### Exercise requirements
Would you reproduce exactly the lines below from the one holding "Serialize what can be read in the street" through the one holding "Map reading. Serialize what can be read in the page", inclusive, and no others?

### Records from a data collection
--------------------
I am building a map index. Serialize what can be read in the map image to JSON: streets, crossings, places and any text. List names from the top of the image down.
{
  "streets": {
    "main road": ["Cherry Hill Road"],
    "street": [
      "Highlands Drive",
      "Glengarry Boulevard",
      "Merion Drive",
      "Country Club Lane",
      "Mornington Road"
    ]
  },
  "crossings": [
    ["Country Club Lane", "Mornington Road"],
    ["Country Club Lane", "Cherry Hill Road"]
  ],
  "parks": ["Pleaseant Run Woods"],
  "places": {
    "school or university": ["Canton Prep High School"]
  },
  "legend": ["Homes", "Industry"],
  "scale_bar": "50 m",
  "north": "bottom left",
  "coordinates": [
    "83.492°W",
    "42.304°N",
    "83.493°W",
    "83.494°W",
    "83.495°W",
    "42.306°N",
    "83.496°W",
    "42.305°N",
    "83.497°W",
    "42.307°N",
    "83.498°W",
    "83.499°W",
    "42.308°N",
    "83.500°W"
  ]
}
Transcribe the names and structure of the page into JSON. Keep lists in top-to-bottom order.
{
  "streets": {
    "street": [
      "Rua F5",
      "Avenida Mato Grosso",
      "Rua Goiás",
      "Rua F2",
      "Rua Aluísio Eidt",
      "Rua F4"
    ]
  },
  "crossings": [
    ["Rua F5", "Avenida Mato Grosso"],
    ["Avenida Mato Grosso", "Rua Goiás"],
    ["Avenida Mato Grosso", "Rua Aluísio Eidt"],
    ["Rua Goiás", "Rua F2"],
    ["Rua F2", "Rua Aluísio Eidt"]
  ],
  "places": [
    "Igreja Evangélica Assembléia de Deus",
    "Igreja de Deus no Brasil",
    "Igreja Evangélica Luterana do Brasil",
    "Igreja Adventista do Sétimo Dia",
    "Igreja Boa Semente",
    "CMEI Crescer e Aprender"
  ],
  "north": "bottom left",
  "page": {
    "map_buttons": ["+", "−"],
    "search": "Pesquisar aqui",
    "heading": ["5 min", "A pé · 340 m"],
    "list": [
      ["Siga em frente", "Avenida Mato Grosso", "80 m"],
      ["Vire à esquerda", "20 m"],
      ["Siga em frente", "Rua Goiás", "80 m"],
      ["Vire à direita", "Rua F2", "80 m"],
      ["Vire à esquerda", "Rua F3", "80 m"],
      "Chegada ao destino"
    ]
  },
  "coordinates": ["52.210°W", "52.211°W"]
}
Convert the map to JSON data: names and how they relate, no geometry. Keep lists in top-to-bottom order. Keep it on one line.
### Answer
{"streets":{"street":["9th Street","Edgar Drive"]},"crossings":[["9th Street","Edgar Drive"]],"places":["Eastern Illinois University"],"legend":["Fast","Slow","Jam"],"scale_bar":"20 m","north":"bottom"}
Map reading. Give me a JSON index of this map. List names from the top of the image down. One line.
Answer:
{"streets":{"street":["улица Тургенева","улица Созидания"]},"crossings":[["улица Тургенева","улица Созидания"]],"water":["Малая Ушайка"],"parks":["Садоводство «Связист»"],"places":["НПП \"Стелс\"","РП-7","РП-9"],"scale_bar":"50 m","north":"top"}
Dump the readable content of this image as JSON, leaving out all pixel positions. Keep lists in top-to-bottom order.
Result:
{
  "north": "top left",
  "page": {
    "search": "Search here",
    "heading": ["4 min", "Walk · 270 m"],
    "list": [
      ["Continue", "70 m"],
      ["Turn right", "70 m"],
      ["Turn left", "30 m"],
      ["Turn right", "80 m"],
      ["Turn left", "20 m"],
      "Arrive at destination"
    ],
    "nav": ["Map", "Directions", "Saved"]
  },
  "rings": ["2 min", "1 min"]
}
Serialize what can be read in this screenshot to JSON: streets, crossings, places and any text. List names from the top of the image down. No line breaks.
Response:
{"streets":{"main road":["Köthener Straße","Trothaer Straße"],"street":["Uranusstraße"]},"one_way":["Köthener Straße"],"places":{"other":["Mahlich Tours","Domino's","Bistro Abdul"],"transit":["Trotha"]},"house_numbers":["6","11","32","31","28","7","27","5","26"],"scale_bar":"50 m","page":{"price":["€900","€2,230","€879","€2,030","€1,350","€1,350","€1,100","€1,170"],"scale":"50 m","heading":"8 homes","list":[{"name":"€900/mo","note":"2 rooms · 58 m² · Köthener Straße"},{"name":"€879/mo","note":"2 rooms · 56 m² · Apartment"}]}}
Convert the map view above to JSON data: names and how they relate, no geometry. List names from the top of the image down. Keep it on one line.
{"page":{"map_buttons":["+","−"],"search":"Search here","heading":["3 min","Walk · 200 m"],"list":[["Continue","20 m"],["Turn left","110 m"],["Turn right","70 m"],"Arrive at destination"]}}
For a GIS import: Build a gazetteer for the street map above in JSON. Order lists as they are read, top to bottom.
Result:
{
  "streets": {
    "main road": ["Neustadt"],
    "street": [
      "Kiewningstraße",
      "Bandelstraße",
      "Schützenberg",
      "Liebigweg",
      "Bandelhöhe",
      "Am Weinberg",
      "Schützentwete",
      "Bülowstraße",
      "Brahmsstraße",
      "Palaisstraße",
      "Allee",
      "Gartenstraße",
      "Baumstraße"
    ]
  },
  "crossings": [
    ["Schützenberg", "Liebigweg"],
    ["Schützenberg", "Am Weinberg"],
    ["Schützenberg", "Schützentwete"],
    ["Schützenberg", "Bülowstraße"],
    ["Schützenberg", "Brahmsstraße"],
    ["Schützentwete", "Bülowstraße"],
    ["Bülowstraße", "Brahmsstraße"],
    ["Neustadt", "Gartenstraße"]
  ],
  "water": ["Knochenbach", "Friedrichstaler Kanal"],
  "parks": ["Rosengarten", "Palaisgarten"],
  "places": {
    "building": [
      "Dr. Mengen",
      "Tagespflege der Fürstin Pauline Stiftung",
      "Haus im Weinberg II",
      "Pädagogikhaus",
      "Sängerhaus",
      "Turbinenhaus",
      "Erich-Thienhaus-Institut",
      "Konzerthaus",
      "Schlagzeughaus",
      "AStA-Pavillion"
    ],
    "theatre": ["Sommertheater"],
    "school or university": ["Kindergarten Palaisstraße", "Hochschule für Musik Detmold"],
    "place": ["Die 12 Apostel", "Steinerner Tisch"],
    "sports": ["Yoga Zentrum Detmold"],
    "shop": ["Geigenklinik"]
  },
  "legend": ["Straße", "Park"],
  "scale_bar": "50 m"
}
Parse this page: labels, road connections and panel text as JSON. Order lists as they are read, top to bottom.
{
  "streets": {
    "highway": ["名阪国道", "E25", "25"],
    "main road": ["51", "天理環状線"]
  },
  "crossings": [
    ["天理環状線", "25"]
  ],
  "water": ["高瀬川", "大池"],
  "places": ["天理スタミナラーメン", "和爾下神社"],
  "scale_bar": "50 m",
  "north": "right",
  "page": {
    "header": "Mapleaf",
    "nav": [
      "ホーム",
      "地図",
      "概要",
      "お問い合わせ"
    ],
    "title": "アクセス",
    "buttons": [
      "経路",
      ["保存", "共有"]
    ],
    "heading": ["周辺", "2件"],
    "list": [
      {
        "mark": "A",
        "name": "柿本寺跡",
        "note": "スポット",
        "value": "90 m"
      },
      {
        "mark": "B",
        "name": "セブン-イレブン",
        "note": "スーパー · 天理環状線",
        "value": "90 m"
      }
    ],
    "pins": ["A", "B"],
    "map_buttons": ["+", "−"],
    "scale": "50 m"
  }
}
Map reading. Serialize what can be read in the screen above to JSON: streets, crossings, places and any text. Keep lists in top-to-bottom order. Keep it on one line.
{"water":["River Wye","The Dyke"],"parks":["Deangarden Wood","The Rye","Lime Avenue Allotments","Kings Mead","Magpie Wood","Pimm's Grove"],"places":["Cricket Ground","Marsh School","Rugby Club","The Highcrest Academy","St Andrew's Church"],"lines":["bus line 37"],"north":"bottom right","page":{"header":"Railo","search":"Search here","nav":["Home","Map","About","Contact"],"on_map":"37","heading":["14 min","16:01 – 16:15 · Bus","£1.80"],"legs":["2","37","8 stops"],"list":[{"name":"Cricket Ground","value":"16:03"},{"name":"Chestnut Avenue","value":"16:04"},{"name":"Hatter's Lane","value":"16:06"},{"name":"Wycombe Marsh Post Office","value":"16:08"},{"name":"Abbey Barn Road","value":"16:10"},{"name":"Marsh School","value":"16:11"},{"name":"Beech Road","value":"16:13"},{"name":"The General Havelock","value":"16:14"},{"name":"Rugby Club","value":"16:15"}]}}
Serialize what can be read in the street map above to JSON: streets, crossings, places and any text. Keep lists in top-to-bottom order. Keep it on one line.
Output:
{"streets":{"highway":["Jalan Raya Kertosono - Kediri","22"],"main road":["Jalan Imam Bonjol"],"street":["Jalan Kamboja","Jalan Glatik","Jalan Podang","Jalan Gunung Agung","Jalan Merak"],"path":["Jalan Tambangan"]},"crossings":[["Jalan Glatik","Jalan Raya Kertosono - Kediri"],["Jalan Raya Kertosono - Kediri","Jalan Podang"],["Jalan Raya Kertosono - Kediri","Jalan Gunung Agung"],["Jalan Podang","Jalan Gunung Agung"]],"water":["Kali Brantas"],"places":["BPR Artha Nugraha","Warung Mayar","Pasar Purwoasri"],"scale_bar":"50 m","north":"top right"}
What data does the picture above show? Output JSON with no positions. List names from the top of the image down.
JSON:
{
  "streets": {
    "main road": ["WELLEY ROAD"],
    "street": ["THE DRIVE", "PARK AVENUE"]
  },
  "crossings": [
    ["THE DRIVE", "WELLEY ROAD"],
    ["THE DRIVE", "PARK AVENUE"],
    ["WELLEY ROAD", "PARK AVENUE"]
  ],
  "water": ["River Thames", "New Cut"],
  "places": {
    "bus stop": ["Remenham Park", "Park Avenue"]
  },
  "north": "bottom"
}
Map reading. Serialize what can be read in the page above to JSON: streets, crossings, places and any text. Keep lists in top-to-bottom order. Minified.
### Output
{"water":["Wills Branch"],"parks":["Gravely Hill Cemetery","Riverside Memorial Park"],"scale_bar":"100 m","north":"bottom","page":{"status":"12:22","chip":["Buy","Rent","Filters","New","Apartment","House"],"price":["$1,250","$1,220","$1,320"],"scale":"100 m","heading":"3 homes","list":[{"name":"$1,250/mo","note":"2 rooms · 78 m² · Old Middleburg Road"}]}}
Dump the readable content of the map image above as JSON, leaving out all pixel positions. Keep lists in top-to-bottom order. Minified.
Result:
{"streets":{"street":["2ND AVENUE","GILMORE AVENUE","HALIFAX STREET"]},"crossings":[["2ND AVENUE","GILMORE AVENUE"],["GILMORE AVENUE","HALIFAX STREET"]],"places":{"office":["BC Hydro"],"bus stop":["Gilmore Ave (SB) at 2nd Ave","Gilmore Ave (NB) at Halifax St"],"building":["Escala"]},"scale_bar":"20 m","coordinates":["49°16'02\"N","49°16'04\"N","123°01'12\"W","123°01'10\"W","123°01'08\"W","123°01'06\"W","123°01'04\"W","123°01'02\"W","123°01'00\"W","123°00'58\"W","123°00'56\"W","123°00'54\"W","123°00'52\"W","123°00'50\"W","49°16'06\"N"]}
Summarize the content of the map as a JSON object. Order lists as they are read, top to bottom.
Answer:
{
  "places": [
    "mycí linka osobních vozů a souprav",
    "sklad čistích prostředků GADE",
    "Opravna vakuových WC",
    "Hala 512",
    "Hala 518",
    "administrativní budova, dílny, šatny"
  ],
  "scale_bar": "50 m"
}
--------------------
### Reply to the exercise
Serialize what can be read in the street map above to JSON: streets, crossings, places and any text. Keep lists in top-to-bottom order. Keep it on one line.
Output:
{"streets":{"highway":["Jalan Raya Kertosono - Kediri","22"],"main road":["Jalan Imam Bonjol"],"street":["Jalan Kamboja","Jalan Glatik","Jalan Podang","Jalan Gunung Agung","Jalan Merak"],"path":["Jalan Tambangan"]},"crossings":[["Jalan Glatik","Jalan Raya Kertosono - Kediri"],["Jalan Raya Kertosono - Kediri","Jalan Podang"],["Jalan Raya Kertosono - Kediri","Jalan Gunung Agung"],["Jalan Podang","Jalan Gunung Agung"]],"water":["Kali Brantas"],"places":["BPR Artha Nugraha","Warung Mayar","Pasar Purwoasri"],"scale_bar":"50 m","north":"top right"}
What data does the picture above show? Output JSON with no positions. List names from the top of the image down.
JSON:
{
  "streets": {
    "main road": ["WELLEY ROAD"],
    "street": ["THE DRIVE", "PARK AVENUE"]
  },
  "crossings": [
    ["THE DRIVE", "WELLEY ROAD"],
    ["THE DRIVE", "PARK AVENUE"],
    ["WELLEY ROAD", "PARK AVENUE"]
  ],
  "water": ["River Thames", "New Cut"],
  "places": {
    "bus stop": ["Remenham Park", "Park Avenue"]
  },
  "north": "bottom"
}
Map reading. Serialize what can be read in the page above to JSON: streets, crossings, places and any text. Keep lists in top-to-bottom order. Minified.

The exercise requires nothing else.